Return exactly the lines below, starting with the one that has "if (halo) context.strokeText(text, 0, 0);" and going on through the one that has "[16,1783,240,1783,240,1905,16,1905]".
---------- Provided material ----------
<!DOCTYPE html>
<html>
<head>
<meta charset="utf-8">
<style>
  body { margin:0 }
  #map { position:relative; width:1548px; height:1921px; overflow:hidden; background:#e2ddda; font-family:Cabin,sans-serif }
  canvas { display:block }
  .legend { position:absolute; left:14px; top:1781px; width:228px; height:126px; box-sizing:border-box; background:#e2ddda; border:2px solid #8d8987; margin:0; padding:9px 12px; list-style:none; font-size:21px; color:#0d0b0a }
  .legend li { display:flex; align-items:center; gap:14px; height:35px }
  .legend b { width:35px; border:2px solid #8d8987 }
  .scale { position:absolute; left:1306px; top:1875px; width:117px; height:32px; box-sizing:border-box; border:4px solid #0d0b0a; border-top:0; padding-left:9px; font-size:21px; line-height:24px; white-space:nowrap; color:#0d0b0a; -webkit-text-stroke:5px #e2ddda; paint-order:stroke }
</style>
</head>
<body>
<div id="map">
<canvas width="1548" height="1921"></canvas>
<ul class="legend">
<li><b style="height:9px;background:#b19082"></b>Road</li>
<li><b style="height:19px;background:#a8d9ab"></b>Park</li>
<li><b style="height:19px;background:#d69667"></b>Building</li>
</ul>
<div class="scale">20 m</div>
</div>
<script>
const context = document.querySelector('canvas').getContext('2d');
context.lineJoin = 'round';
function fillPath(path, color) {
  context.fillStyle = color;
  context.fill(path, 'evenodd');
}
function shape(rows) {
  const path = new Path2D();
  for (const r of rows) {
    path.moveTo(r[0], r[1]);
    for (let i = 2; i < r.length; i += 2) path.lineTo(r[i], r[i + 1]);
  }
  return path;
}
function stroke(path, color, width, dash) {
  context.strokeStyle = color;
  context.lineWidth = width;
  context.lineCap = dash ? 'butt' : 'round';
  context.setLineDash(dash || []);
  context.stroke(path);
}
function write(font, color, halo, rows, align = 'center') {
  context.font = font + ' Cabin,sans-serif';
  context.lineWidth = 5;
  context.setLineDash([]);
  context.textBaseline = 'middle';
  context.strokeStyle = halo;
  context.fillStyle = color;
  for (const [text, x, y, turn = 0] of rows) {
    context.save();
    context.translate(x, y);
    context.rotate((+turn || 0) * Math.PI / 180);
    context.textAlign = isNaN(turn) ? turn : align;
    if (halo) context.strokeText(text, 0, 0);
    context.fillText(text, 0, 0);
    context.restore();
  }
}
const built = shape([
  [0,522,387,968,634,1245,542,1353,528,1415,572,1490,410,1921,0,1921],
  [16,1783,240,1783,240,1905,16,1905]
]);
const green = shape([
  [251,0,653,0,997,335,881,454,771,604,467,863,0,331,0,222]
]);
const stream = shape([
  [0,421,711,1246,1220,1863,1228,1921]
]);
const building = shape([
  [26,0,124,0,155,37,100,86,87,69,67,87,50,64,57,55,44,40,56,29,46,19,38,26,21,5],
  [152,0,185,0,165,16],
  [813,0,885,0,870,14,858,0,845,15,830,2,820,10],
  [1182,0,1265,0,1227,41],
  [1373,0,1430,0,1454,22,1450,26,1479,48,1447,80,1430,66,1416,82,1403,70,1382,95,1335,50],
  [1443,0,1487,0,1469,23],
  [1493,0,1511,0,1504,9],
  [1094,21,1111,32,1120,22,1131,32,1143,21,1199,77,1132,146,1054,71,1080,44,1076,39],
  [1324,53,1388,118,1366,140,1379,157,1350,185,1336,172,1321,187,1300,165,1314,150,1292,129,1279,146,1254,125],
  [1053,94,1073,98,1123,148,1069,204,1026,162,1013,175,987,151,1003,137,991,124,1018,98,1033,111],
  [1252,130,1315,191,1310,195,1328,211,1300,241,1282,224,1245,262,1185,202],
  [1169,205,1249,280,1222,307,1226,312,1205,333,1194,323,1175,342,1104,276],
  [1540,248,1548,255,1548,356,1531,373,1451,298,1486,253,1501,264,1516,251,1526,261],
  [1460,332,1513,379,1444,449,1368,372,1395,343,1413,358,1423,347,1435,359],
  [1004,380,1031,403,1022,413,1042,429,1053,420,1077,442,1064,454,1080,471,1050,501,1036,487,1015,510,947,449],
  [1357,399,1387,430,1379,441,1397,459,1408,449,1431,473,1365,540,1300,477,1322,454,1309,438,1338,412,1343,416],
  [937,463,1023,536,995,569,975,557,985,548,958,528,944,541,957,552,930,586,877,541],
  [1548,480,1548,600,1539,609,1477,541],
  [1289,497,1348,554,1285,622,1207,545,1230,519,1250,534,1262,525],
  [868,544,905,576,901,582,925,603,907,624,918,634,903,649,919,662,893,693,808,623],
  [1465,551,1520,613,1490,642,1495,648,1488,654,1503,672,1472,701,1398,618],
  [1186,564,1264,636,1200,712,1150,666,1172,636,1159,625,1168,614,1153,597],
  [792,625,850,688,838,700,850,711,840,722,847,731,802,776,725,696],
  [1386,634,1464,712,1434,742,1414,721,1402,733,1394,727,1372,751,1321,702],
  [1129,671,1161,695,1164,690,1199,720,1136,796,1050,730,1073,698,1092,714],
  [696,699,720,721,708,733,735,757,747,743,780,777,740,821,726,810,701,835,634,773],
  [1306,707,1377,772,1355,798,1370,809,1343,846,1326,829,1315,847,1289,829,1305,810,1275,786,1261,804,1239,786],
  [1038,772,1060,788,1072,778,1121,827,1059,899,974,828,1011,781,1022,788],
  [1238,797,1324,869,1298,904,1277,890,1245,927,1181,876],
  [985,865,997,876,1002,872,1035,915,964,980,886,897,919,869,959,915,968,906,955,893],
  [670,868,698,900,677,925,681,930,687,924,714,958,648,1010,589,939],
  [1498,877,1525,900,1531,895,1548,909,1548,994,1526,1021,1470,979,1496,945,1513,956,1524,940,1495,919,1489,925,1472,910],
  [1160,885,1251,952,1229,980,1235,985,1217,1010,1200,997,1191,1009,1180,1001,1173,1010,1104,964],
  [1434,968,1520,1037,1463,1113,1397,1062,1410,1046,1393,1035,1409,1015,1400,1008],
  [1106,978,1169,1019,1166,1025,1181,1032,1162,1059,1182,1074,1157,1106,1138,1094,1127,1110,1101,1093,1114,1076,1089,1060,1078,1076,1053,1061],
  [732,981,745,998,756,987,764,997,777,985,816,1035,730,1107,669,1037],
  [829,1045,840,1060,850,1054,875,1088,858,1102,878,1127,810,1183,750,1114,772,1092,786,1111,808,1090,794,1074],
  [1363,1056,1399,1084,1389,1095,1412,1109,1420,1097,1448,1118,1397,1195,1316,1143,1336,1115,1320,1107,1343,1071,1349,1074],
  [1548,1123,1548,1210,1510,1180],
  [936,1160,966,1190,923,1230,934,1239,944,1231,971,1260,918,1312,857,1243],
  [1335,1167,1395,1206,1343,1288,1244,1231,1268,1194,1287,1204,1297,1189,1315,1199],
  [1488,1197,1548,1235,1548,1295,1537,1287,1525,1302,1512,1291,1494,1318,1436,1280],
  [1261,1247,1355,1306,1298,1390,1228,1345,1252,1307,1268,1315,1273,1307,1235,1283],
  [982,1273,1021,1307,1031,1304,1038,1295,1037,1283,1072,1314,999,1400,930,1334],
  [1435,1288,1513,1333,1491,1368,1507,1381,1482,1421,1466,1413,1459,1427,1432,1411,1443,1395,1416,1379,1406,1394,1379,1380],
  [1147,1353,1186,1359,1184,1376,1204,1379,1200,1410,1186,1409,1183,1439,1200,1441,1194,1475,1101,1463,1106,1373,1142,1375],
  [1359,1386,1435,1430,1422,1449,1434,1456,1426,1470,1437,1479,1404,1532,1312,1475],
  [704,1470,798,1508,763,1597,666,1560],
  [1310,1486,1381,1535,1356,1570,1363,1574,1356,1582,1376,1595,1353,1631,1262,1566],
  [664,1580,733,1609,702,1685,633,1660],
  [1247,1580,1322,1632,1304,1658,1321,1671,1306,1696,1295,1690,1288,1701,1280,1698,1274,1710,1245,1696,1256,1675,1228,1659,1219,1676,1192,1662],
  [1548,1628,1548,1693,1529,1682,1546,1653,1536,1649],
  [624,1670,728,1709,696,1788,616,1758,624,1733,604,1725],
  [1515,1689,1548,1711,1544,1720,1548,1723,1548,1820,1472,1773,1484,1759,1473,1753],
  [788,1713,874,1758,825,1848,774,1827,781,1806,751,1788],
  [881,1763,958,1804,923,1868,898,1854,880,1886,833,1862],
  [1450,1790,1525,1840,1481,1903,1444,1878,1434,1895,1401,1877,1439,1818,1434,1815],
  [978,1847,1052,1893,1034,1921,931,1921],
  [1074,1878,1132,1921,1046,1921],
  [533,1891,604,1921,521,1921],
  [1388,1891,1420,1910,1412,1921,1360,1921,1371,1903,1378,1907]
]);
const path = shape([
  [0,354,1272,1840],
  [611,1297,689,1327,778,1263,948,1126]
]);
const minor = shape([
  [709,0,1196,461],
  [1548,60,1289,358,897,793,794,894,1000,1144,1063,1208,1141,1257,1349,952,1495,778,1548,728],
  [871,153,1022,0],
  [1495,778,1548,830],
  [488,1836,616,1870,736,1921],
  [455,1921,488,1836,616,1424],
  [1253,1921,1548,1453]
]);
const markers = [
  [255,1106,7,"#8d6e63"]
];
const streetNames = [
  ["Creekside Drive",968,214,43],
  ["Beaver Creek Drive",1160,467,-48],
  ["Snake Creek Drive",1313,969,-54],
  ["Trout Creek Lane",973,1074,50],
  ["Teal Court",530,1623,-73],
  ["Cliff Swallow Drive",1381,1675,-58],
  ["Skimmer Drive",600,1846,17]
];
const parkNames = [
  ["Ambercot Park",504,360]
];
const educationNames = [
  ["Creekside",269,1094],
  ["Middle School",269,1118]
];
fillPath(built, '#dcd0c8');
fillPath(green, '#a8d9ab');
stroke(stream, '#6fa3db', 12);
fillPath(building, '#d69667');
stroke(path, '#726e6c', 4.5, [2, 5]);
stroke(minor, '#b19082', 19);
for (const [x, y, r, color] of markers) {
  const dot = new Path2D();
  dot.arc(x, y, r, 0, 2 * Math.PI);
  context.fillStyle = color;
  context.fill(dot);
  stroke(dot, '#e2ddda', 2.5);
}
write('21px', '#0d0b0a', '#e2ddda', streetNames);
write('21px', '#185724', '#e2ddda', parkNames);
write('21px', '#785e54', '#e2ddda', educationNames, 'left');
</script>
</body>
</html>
----------
> Answer area
    if (halo) context.strokeText(text, 0, 0);
    context.fillText(text, 0, 0);
    context.restore();
  }
}
const built = shape([
  [0,522,387,968,634,1245,542,1353,528,1415,572,1490,410,1921,0,1921],
  [16,1783,240,1783,240,1905,16,1905]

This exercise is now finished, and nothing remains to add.